## What you are asked to do
Each line in the entries that has the word "sans" has to be copied.

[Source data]
++++

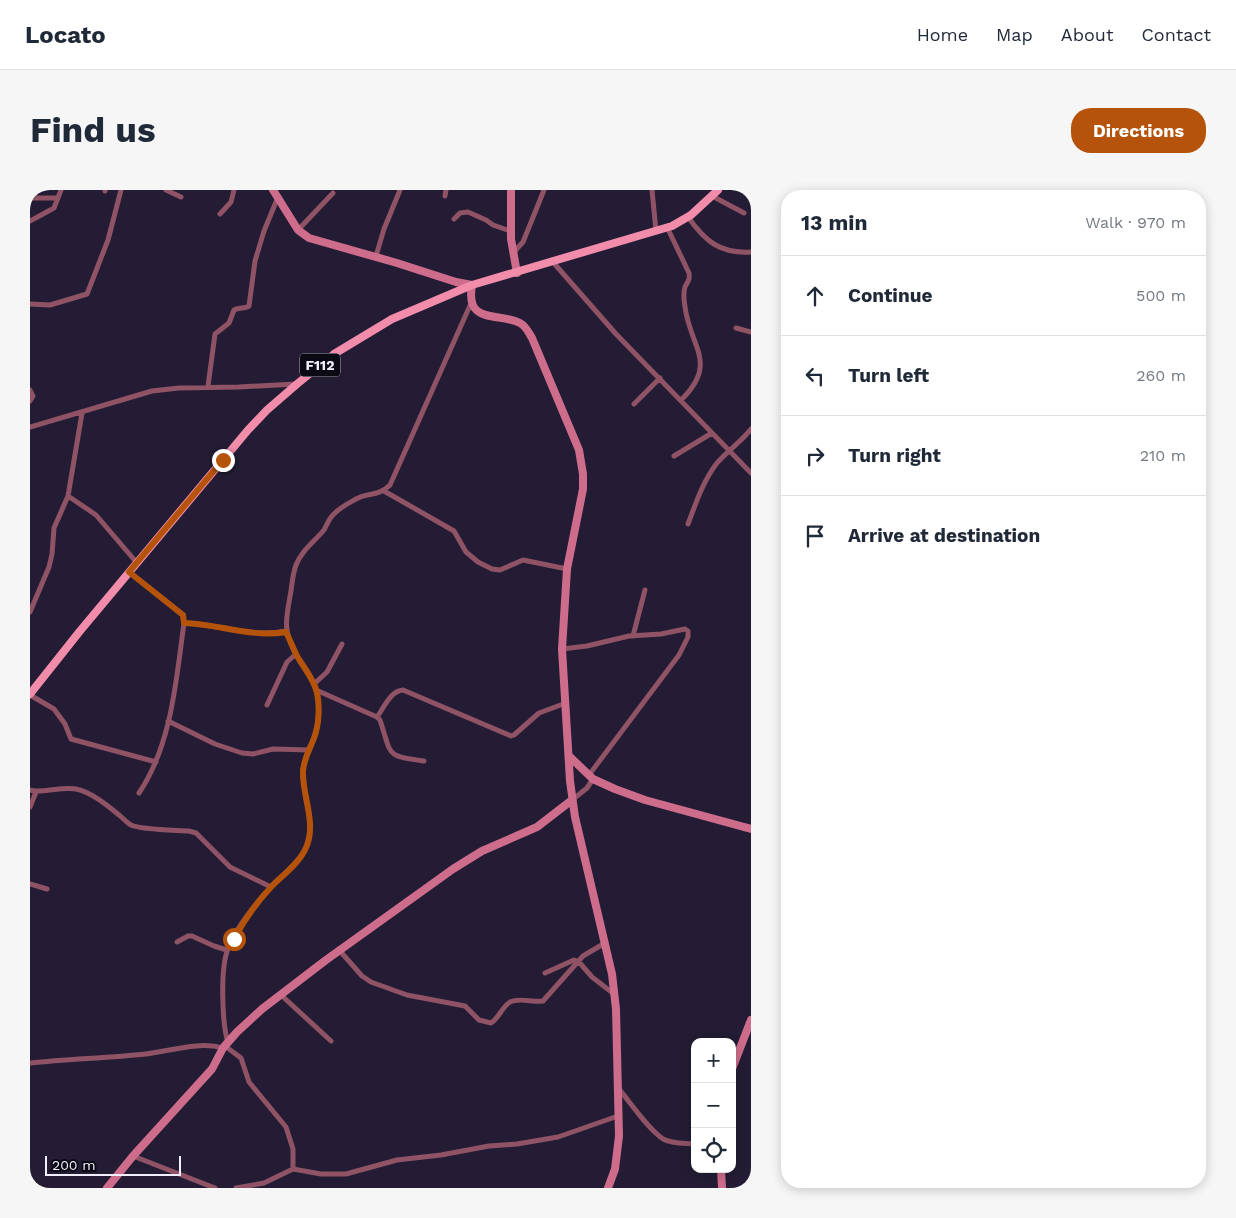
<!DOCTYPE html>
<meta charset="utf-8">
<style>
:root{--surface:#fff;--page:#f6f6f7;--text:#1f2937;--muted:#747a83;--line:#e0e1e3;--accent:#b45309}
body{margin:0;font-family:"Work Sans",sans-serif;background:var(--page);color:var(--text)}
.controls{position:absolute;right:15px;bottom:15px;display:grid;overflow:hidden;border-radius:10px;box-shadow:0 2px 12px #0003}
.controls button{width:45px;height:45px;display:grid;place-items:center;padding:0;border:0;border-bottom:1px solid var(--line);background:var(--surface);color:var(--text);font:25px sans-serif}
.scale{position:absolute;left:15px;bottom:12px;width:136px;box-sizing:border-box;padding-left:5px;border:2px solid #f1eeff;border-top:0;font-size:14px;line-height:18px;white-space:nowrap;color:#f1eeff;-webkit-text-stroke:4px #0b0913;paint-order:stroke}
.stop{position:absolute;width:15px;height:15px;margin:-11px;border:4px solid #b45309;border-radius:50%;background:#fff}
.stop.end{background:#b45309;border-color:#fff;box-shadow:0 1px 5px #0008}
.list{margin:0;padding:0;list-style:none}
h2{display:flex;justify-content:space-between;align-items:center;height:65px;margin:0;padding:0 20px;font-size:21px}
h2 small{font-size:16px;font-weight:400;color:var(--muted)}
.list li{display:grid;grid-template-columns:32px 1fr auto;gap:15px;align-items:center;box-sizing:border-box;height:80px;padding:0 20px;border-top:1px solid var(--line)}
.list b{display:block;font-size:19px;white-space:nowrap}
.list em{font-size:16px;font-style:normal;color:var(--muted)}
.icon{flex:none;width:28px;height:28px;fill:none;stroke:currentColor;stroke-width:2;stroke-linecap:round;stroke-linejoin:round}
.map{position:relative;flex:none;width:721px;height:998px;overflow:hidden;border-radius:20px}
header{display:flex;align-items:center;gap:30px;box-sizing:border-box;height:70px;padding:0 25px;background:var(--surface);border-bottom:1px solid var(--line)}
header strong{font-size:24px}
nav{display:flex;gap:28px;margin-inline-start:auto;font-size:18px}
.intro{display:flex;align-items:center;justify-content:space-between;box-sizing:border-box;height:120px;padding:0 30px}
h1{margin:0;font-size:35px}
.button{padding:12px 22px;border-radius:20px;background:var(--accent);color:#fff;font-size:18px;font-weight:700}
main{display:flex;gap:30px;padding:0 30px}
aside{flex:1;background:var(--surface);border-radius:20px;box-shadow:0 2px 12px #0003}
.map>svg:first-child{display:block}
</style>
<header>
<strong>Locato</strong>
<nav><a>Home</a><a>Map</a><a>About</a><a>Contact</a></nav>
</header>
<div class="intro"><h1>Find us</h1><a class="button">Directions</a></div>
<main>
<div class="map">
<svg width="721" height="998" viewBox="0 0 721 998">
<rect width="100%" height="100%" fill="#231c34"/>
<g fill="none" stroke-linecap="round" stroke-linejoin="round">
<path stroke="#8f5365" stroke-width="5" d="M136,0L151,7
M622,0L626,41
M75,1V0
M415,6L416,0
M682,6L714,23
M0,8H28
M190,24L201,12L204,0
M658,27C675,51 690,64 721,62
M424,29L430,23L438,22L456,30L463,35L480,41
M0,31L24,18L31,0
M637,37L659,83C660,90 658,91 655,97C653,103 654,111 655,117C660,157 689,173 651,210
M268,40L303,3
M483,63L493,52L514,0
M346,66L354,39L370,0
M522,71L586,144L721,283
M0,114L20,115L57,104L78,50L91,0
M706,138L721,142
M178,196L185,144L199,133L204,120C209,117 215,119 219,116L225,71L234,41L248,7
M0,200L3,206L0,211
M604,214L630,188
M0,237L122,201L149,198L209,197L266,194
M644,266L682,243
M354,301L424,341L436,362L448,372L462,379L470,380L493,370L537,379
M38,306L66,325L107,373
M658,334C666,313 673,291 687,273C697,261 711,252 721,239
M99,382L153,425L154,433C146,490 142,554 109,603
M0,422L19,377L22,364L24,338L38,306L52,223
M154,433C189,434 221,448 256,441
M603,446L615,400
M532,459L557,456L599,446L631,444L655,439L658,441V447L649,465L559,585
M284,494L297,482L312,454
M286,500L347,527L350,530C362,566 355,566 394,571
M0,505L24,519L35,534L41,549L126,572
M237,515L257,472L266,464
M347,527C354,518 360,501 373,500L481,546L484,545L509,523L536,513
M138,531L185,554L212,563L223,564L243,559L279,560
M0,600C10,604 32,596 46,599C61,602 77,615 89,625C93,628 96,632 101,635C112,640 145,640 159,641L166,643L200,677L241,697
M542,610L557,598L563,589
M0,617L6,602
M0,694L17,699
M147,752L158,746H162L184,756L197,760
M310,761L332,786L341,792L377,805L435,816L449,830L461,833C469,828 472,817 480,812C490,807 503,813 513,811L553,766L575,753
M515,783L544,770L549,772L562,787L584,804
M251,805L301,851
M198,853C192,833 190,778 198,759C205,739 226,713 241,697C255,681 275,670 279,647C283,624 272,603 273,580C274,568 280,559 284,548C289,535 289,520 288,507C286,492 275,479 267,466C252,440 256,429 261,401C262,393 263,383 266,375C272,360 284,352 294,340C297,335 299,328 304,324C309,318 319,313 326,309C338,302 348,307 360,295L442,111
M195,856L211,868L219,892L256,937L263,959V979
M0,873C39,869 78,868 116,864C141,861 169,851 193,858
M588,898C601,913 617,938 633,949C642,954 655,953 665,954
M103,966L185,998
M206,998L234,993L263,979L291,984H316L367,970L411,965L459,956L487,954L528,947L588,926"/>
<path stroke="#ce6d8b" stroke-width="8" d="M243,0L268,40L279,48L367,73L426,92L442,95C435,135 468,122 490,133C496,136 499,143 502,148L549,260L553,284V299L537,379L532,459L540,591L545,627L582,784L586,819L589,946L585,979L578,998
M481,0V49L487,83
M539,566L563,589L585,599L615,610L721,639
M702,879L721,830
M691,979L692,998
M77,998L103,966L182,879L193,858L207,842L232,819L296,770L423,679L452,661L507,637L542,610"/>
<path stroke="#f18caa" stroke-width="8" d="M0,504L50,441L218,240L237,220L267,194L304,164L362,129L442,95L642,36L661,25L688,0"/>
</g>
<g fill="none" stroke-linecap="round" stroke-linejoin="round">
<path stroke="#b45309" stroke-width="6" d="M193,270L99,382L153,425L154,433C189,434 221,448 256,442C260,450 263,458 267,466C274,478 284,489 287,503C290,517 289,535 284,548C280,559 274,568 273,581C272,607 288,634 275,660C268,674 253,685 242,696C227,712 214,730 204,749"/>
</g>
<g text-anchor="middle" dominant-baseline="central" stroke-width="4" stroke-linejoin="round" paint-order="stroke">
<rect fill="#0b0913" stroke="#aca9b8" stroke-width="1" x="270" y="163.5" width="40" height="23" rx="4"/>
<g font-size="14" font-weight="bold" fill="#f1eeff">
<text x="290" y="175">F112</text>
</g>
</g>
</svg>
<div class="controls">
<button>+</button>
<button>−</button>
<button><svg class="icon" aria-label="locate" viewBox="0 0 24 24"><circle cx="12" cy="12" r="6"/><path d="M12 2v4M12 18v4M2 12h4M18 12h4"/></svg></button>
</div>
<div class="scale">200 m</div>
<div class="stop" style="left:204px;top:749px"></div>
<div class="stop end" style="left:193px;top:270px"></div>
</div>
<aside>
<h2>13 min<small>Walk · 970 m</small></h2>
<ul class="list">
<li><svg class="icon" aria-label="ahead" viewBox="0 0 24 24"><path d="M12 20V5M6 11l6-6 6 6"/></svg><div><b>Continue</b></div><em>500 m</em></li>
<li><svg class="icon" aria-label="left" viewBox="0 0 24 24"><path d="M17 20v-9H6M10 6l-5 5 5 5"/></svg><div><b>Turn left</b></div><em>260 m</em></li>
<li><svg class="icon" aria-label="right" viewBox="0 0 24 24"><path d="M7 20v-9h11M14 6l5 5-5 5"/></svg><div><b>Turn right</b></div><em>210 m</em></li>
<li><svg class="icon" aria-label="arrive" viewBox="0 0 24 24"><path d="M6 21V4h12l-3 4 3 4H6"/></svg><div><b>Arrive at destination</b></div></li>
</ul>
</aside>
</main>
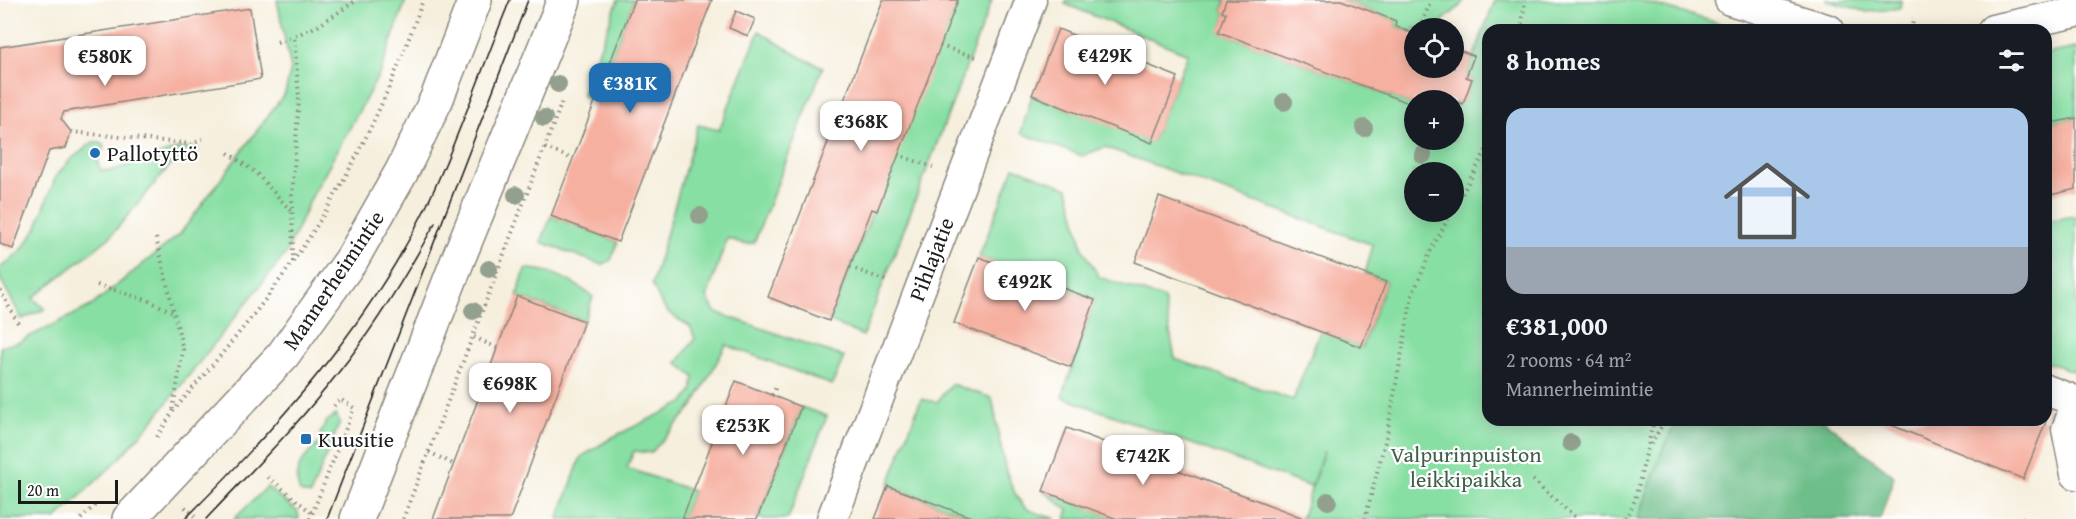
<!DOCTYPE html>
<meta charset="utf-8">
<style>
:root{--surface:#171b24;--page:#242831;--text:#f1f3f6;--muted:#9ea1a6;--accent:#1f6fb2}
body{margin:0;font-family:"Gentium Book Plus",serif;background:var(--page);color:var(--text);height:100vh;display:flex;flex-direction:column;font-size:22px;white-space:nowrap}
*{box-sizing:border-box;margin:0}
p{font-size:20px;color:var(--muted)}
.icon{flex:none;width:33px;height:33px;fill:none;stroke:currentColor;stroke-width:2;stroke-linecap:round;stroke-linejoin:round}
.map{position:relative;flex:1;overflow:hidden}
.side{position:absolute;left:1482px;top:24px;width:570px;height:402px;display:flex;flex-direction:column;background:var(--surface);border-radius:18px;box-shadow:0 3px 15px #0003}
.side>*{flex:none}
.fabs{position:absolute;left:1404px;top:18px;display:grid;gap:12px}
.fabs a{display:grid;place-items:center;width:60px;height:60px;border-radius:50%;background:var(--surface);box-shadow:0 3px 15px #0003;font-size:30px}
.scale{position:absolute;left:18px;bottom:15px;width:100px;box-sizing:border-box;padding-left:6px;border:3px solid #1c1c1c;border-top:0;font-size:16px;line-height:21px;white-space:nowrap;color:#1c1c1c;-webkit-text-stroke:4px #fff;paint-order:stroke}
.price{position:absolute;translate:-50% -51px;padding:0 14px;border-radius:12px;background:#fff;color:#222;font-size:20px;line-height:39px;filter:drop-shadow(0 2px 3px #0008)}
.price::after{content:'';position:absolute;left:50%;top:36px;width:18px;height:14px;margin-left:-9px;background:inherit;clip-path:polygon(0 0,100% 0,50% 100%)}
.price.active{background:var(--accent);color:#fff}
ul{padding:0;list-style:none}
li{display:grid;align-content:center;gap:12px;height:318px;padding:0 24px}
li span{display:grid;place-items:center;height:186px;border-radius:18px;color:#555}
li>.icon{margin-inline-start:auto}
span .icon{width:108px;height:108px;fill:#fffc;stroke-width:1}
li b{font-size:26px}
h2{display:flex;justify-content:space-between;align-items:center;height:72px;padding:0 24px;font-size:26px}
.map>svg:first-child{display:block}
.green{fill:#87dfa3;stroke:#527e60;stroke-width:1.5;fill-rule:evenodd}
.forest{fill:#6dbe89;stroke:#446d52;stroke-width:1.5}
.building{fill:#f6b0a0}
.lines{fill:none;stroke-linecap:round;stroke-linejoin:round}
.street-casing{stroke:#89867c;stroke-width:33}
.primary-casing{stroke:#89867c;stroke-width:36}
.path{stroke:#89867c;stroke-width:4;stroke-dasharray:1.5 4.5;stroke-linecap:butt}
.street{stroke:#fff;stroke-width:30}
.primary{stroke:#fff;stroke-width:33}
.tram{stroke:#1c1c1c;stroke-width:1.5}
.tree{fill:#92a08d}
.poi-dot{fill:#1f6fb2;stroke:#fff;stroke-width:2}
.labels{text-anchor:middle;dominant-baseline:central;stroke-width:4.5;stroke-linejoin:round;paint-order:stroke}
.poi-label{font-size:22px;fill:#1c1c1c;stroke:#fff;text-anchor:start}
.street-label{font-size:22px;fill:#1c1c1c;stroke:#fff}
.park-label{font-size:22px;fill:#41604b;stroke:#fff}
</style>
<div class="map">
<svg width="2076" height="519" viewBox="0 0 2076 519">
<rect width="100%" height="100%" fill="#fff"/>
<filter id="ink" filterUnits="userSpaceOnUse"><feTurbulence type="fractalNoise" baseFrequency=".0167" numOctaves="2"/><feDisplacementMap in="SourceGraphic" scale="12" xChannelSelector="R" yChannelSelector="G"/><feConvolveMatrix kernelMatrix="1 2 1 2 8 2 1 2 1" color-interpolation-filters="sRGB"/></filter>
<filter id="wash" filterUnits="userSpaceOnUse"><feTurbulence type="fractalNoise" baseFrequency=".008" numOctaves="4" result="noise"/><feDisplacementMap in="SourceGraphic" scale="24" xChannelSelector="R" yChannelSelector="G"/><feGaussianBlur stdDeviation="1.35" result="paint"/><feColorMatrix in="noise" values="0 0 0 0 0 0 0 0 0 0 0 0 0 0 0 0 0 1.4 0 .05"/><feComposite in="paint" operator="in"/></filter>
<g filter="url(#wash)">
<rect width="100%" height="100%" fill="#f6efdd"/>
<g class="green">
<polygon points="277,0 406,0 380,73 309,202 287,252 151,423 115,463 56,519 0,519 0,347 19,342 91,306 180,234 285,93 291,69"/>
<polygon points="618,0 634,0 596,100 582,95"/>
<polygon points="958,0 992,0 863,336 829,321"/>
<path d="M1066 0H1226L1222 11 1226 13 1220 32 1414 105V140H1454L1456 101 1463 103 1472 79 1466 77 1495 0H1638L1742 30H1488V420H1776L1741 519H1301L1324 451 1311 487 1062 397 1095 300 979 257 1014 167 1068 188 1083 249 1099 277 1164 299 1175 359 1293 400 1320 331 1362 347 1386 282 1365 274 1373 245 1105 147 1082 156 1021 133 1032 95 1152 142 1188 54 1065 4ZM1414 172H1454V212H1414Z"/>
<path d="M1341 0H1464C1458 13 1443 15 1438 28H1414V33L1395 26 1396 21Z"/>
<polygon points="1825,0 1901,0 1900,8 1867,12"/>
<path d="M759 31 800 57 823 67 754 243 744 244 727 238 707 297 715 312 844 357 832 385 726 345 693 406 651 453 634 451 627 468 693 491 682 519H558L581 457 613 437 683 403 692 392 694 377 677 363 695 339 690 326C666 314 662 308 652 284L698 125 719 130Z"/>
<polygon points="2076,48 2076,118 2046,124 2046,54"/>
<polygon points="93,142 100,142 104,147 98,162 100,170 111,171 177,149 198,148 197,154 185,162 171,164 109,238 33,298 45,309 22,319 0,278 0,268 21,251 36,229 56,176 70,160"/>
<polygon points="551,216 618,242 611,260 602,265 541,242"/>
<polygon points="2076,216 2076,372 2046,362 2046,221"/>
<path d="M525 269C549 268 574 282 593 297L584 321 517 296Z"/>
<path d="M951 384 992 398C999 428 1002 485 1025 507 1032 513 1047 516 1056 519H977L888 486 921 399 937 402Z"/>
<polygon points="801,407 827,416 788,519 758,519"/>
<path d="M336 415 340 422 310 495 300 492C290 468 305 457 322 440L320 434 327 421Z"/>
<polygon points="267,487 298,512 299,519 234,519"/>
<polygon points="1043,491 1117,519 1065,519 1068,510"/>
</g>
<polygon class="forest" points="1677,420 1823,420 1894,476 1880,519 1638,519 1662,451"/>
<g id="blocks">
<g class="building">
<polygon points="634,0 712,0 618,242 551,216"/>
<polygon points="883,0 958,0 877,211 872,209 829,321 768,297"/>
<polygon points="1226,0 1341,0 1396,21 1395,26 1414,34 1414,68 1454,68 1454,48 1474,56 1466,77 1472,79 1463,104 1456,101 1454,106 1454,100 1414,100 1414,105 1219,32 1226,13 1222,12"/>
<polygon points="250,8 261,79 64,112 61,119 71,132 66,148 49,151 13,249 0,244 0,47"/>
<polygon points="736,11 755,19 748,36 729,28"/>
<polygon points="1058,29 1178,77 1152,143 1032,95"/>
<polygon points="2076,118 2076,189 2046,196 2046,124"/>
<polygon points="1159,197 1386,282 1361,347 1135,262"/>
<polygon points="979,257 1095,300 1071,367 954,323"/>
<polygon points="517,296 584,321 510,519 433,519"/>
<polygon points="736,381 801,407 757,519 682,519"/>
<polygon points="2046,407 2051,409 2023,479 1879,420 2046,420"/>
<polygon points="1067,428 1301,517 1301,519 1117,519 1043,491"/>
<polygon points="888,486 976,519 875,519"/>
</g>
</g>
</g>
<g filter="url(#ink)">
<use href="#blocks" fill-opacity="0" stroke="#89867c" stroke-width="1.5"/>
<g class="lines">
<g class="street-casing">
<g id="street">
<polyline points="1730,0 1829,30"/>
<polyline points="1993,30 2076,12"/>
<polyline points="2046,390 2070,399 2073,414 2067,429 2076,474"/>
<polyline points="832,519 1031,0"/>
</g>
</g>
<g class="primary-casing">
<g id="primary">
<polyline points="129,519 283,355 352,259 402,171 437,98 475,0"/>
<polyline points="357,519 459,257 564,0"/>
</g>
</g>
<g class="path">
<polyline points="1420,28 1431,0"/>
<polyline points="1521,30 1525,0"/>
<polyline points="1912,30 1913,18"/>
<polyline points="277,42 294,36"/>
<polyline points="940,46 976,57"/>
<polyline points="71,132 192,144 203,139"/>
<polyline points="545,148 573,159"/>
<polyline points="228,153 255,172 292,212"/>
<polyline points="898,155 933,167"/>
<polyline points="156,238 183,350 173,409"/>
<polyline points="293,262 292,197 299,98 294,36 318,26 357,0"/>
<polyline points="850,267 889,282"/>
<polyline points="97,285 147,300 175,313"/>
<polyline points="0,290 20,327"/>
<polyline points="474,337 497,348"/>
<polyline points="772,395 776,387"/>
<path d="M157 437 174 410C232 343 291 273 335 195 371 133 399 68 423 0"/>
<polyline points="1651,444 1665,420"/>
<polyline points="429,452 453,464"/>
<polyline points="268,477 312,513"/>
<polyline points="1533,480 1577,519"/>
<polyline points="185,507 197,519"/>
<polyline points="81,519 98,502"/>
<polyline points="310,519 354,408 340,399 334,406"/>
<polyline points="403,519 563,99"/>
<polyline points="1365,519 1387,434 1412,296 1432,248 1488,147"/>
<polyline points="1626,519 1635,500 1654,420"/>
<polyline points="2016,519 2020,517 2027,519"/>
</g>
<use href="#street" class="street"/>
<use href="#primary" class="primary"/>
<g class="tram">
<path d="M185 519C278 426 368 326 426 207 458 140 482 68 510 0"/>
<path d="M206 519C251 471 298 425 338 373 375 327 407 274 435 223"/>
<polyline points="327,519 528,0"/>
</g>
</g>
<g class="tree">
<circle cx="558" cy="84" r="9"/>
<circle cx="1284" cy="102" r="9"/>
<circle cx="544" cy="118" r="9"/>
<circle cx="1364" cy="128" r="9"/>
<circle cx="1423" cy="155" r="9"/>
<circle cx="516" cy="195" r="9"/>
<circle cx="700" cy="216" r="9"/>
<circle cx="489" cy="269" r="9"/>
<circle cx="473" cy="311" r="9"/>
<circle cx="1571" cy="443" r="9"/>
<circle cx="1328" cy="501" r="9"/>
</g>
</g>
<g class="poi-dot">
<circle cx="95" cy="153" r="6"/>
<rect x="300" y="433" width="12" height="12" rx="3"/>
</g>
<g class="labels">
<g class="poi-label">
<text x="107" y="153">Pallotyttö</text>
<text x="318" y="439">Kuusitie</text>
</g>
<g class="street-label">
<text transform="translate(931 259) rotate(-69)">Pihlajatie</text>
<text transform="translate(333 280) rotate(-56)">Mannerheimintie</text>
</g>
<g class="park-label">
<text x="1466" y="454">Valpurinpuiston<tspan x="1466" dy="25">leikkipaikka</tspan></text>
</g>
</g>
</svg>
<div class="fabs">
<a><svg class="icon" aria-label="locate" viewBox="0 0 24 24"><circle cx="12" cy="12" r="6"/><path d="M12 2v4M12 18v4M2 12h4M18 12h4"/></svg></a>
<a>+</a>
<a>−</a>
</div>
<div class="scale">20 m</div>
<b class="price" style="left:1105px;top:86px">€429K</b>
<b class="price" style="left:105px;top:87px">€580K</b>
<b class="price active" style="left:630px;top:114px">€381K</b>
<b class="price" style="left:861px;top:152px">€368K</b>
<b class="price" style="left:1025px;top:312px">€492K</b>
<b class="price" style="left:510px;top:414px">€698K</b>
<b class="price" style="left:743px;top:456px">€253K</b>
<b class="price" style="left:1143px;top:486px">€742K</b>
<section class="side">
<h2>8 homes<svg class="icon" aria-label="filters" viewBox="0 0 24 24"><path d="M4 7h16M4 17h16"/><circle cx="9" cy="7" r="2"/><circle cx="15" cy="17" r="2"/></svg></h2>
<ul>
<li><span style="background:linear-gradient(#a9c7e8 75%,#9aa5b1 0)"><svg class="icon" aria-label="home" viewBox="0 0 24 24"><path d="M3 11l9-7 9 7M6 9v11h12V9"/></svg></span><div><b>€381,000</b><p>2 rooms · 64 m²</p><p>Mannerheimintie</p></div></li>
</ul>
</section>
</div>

++++

## Task result
body{margin:0;font-family:"Work Sans",sans-serif;background:var(--page);color:var(--text)}
.controls button{width:45px;height:45px;display:grid;place-items:center;padding:0;border:0;border-bottom:1px solid var(--line);background:var(--surface);color:var(--text);font:25px sans-serif}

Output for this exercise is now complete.